Work item> Only the lines from the start of the entries through the line with "width:78px; height:78px; stroke-width:2.5" should be returned, each exactly as it stands, and no pictures.
.....
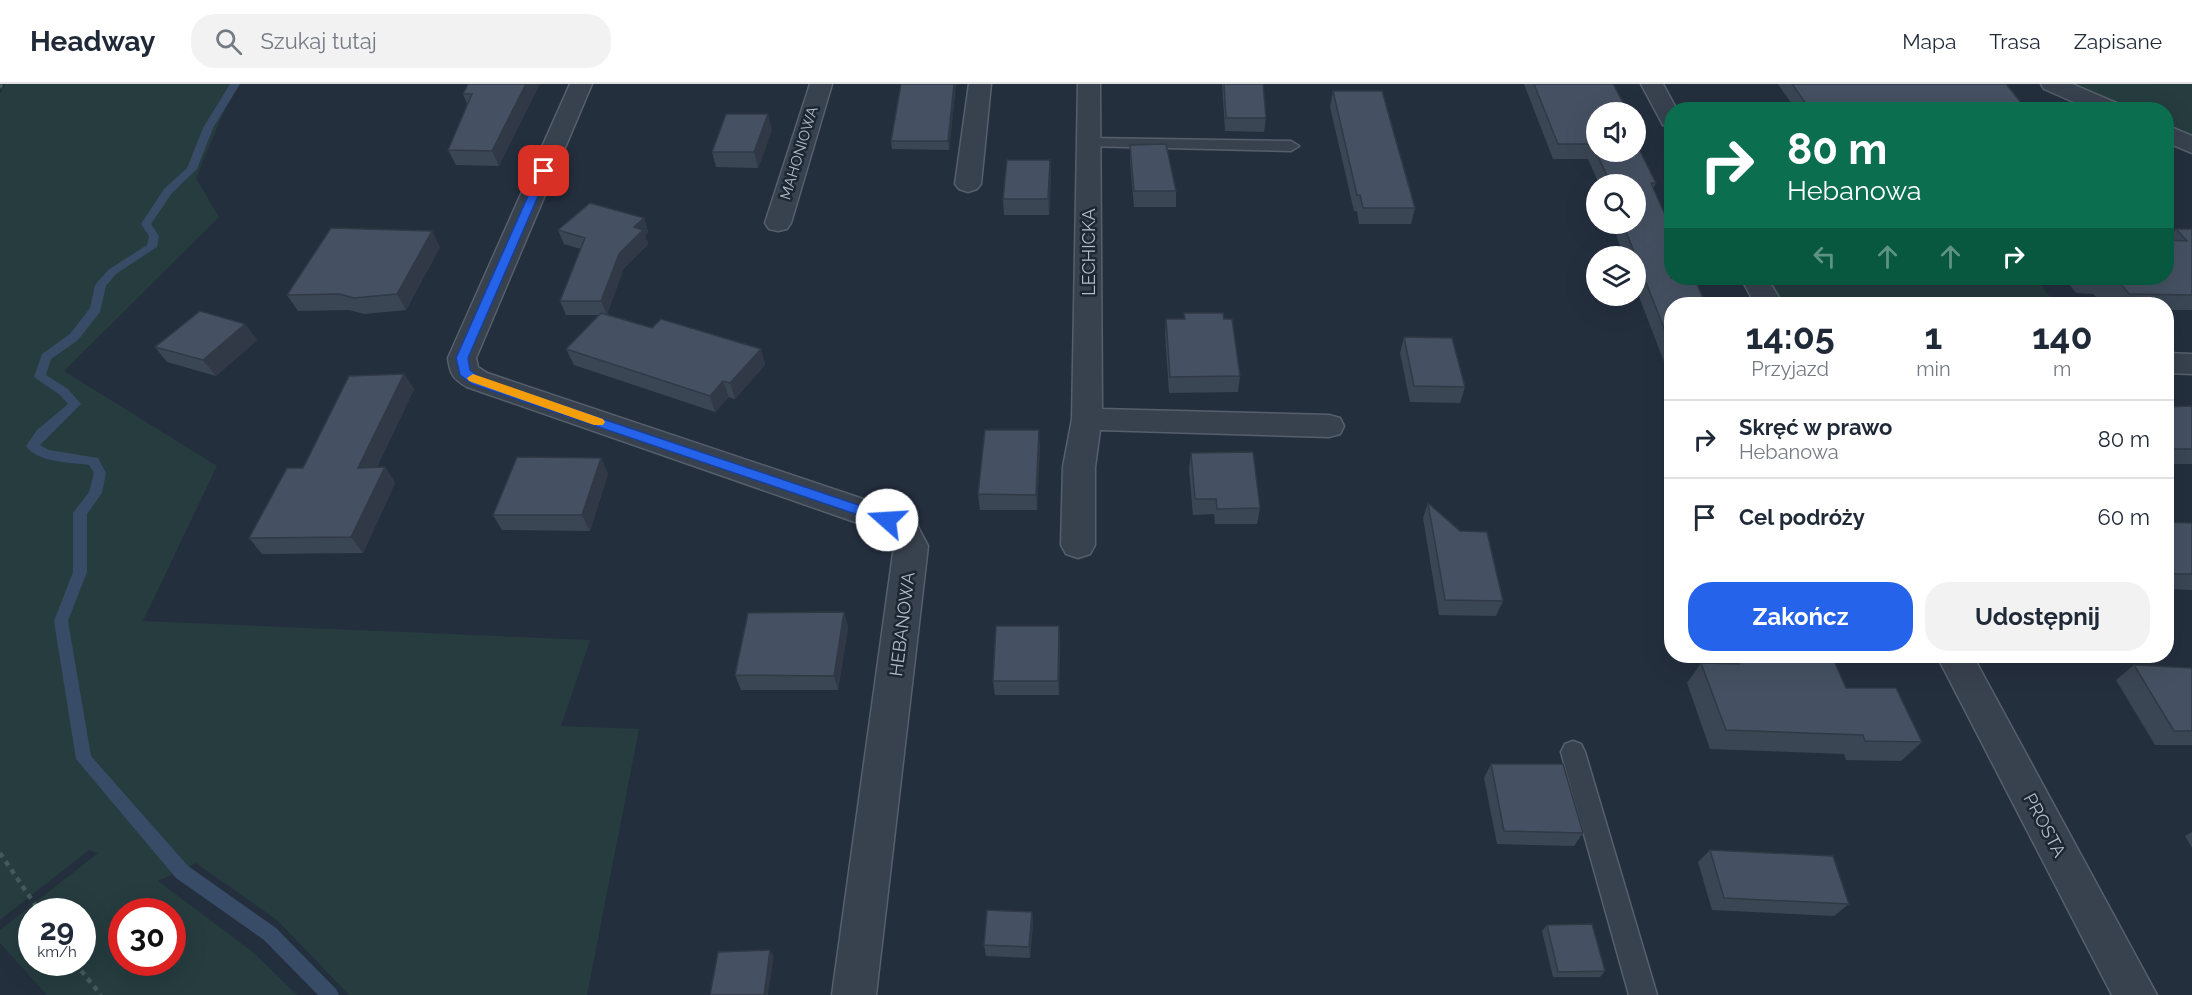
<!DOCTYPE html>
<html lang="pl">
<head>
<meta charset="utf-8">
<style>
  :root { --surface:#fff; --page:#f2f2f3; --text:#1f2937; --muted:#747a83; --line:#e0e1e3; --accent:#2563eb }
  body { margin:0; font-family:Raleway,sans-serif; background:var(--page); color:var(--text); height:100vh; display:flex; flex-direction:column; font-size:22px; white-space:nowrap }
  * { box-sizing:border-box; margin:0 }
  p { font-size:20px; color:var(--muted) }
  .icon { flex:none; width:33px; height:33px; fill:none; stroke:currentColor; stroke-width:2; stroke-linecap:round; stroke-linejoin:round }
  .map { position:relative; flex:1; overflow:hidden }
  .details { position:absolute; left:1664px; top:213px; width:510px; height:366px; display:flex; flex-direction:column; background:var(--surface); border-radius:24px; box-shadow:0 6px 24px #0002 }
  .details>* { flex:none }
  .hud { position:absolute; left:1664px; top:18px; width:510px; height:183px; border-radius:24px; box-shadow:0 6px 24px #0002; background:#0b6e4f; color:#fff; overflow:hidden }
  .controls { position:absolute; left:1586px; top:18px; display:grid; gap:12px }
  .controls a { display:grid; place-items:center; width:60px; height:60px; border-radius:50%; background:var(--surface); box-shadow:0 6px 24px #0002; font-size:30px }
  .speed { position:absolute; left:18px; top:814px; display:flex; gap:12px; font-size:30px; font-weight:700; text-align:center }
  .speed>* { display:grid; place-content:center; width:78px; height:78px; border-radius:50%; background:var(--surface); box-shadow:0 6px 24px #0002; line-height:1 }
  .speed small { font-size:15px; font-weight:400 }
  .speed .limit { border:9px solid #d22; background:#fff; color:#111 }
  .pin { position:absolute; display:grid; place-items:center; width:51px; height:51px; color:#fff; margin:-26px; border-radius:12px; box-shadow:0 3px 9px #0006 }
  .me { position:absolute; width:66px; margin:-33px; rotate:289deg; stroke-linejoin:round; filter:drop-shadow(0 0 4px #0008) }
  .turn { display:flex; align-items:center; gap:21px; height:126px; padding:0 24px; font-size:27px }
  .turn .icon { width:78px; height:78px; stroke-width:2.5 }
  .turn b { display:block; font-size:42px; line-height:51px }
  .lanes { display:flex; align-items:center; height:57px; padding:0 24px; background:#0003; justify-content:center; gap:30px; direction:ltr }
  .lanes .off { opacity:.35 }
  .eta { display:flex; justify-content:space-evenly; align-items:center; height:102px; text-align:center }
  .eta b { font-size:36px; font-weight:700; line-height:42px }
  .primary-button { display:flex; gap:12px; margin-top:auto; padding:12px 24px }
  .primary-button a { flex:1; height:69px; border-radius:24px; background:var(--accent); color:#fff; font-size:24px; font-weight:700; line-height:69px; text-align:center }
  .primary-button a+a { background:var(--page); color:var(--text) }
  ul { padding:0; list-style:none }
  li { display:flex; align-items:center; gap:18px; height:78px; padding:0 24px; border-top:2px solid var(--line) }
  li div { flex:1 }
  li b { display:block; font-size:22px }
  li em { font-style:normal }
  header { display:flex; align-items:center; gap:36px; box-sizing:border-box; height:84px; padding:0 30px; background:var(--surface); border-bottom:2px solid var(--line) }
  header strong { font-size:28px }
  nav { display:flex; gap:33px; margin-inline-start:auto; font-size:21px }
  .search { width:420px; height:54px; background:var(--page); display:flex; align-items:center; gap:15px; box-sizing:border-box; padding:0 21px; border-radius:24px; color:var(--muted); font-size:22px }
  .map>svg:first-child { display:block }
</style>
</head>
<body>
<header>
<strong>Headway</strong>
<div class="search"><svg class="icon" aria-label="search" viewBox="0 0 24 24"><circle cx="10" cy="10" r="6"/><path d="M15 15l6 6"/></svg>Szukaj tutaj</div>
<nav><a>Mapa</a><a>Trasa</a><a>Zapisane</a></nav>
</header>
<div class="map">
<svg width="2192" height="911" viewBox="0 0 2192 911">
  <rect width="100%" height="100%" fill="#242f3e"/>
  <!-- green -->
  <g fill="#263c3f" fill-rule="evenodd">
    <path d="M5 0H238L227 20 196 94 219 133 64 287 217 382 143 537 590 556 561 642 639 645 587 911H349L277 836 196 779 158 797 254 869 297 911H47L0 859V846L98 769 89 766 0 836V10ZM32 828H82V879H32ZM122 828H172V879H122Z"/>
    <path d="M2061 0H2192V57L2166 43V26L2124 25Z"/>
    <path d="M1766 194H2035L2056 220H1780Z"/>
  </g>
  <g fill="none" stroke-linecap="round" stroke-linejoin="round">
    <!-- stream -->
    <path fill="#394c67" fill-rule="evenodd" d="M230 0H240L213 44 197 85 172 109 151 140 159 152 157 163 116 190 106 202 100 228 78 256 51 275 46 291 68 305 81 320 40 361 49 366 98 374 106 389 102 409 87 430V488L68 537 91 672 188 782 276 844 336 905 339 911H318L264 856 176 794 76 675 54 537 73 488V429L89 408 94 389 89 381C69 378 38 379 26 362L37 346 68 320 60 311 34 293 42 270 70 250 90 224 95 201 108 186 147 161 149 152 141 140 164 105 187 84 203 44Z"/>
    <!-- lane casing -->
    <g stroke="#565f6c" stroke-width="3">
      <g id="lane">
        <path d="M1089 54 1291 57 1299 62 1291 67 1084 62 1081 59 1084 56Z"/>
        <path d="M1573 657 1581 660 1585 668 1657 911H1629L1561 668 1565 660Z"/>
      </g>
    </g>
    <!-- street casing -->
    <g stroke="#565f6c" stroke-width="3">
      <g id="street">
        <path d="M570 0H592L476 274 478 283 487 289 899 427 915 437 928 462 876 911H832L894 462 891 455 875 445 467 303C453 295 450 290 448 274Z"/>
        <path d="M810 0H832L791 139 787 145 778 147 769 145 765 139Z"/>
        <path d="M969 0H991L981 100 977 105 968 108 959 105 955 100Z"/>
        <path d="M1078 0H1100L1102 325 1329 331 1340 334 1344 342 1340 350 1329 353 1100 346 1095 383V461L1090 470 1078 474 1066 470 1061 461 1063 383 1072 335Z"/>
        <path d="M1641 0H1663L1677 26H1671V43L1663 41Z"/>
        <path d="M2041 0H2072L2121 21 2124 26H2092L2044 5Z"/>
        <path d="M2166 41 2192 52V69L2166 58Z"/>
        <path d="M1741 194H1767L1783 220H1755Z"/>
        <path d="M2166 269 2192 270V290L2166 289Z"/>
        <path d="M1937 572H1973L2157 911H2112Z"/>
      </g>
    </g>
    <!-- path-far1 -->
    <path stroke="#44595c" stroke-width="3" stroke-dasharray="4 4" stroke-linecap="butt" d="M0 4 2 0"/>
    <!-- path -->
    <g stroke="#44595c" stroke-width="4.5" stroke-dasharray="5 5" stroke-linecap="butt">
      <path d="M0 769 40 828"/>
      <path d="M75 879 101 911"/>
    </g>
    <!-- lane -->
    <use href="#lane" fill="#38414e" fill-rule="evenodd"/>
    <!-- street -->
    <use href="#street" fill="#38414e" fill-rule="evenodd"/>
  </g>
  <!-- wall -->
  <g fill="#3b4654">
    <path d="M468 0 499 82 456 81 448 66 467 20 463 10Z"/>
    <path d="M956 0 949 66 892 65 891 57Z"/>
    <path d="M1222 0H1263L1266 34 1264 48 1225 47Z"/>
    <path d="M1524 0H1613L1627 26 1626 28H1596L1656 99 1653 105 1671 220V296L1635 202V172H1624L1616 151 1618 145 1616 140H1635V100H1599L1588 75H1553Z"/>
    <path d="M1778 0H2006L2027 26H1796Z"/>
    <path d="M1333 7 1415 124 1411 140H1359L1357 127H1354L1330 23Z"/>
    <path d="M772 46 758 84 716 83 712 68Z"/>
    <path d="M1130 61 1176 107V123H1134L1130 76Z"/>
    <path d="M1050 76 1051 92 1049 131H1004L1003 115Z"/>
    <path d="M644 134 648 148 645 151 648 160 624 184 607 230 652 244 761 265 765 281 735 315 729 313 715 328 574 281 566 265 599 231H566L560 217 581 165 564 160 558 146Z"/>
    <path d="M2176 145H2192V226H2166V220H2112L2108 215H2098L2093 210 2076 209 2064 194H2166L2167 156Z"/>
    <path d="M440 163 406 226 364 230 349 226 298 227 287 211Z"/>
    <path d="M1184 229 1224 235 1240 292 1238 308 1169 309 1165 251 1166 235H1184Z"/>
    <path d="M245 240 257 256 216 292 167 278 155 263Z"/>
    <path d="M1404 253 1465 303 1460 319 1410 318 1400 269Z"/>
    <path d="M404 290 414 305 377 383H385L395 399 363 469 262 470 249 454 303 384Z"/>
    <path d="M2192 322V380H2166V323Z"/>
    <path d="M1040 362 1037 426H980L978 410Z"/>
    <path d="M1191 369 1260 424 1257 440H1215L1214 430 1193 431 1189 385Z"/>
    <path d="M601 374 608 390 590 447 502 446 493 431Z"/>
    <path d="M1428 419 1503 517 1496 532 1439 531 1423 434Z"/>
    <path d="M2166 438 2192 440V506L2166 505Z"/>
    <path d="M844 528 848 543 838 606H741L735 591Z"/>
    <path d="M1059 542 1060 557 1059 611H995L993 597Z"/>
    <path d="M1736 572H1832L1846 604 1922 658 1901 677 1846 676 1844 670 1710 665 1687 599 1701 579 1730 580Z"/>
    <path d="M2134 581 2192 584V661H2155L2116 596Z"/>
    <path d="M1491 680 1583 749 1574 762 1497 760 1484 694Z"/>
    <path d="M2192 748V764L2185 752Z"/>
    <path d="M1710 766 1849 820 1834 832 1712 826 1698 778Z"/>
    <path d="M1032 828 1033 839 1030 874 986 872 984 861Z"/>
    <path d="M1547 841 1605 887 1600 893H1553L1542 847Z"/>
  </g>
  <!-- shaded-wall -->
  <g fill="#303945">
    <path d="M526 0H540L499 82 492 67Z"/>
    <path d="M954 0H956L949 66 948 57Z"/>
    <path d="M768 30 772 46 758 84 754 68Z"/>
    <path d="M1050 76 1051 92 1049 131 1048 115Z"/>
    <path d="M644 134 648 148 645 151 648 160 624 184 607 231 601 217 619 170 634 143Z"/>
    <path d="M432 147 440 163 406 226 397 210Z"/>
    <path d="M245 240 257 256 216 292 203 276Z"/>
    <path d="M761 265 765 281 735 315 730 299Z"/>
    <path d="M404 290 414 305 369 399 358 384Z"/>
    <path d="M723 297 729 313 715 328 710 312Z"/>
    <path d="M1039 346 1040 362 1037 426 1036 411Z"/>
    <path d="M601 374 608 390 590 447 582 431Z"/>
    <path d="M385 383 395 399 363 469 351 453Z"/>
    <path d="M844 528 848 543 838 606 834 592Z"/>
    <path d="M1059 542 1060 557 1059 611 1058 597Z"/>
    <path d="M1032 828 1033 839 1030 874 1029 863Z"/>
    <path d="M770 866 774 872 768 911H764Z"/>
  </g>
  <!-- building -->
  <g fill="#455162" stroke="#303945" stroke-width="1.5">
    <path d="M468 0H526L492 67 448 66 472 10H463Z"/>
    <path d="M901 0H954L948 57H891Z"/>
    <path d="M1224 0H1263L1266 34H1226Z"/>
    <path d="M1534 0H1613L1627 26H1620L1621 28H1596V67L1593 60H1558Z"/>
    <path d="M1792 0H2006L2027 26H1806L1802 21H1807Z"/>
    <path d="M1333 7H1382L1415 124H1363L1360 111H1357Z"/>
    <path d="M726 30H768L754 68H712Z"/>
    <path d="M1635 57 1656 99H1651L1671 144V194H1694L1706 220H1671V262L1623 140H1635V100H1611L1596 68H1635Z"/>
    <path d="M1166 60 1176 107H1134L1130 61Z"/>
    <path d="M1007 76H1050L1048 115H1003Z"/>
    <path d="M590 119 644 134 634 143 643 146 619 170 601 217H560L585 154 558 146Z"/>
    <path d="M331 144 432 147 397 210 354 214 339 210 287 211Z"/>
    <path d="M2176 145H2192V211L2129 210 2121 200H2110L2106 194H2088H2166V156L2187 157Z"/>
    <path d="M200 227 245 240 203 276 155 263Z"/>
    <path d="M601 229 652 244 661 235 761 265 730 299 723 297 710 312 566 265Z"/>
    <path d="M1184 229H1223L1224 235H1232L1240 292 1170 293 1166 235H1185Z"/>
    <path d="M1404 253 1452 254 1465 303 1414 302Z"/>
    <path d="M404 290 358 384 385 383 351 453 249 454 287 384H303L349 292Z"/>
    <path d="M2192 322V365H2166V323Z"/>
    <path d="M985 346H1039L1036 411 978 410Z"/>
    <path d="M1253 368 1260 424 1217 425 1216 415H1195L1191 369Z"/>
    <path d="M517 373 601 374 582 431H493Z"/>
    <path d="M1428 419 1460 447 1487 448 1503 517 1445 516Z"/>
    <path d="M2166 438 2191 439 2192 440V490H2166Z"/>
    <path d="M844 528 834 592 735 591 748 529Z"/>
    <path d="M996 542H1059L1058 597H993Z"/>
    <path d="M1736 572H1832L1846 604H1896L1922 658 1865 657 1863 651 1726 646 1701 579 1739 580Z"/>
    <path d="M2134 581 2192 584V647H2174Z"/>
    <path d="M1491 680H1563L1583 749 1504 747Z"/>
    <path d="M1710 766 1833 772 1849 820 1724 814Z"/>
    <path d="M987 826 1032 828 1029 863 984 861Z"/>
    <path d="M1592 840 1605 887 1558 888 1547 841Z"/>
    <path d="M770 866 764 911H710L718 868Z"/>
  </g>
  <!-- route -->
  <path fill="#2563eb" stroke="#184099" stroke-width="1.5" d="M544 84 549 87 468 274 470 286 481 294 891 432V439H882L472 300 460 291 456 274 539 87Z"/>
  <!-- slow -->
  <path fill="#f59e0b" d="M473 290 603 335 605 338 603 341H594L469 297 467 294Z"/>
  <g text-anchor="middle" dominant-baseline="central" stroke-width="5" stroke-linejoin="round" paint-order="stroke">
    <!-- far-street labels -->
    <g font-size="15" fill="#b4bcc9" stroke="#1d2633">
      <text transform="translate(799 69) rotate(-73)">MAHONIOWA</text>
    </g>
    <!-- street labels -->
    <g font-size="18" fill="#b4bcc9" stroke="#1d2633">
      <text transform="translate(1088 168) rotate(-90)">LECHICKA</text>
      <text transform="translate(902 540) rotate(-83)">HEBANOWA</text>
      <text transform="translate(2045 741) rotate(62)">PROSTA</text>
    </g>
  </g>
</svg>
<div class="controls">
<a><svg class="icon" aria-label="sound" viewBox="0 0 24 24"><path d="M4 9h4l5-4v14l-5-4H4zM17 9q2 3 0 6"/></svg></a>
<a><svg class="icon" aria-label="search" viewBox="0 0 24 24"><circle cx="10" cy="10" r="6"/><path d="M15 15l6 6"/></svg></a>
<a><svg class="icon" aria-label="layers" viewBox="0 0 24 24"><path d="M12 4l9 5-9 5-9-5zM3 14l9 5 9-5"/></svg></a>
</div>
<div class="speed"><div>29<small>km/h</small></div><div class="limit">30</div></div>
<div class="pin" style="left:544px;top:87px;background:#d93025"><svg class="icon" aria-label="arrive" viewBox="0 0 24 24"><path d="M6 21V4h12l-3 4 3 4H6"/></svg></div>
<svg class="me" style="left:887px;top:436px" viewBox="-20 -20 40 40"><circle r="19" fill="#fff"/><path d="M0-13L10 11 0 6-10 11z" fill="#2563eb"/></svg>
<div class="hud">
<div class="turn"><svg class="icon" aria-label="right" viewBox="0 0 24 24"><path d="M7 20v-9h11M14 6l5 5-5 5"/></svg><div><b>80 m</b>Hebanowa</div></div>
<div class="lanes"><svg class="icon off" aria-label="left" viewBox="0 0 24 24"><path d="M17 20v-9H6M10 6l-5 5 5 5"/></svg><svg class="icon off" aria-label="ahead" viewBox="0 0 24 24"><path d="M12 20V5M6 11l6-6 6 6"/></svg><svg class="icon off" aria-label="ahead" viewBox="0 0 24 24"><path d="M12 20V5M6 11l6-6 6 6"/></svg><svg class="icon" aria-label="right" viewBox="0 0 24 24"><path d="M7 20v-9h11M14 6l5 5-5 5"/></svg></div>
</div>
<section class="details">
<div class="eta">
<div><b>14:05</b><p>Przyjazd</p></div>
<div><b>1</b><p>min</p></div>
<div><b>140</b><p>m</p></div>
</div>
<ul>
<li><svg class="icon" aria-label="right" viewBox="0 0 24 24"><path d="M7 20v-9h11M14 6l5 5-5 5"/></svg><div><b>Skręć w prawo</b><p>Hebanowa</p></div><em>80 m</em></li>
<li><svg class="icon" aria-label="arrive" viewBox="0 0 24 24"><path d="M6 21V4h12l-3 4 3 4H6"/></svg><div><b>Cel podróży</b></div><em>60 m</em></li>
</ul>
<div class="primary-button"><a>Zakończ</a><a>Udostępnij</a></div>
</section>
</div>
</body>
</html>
.....
Solution>
<!DOCTYPE html>
<html lang="pl">
<head>
<meta charset="utf-8">
<style>
  :root { --surface:#fff; --page:#f2f2f3; --text:#1f2937; --muted:#747a83; --line:#e0e1e3; --accent:#2563eb }
  body { margin:0; font-family:Raleway,sans-serif; background:var(--page); color:var(--text); height:100vh; display:flex; flex-direction:column; font-size:22px; white-space:nowrap }
  * { box-sizing:border-box; margin:0 }
  p { font-size:20px; color:var(--muted) }
  .icon { flex:none; width:33px; height:33px; fill:none; stroke:currentColor; stroke-width:2; stroke-linecap:round; stroke-linejoin:round }
  .map { position:relative; flex:1; overflow:hidden }
  .details { position:absolute; left:1664px; top:213px; width:510px; height:366px; display:flex; flex-direction:column; background:var(--surface); border-radius:24px; box-shadow:0 6px 24px #0002 }
  .details>* { flex:none }
  .hud { position:absolute; left:1664px; top:18px; width:510px; height:183px; border-radius:24px; box-shadow:0 6px 24px #0002; background:#0b6e4f; color:#fff; overflow:hidden }
  .controls { position:absolute; left:1586px; top:18px; display:grid; gap:12px }
  .controls a { display:grid; place-items:center; width:60px; height:60px; border-radius:50%; background:var(--surface); box-shadow:0 6px 24px #0002; font-size:30px }
  .speed { position:absolute; left:18px; top:814px; display:flex; gap:12px; font-size:30px; font-weight:700; text-align:center }
  .speed>* { display:grid; place-content:center; width:78px; height:78px; border-radius:50%; background:var(--surface); box-shadow:0 6px 24px #0002; line-height:1 }
  .speed small { font-size:15px; font-weight:400 }
  .speed .limit { border:9px solid #d22; background:#fff; color:#111 }
  .pin { position:absolute; display:grid; place-items:center; width:51px; height:51px; color:#fff; margin:-26px; border-radius:12px; box-shadow:0 3px 9px #0006 }
  .me { position:absolute; width:66px; margin:-33px; rotate:289deg; stroke-linejoin:round; filter:drop-shadow(0 0 4px #0008) }
  .turn { display:flex; align-items:center; gap:21px; height:126px; padding:0 24px; font-size:27px }
  .turn .icon { width:78px; height:78px; stroke-width:2.5 }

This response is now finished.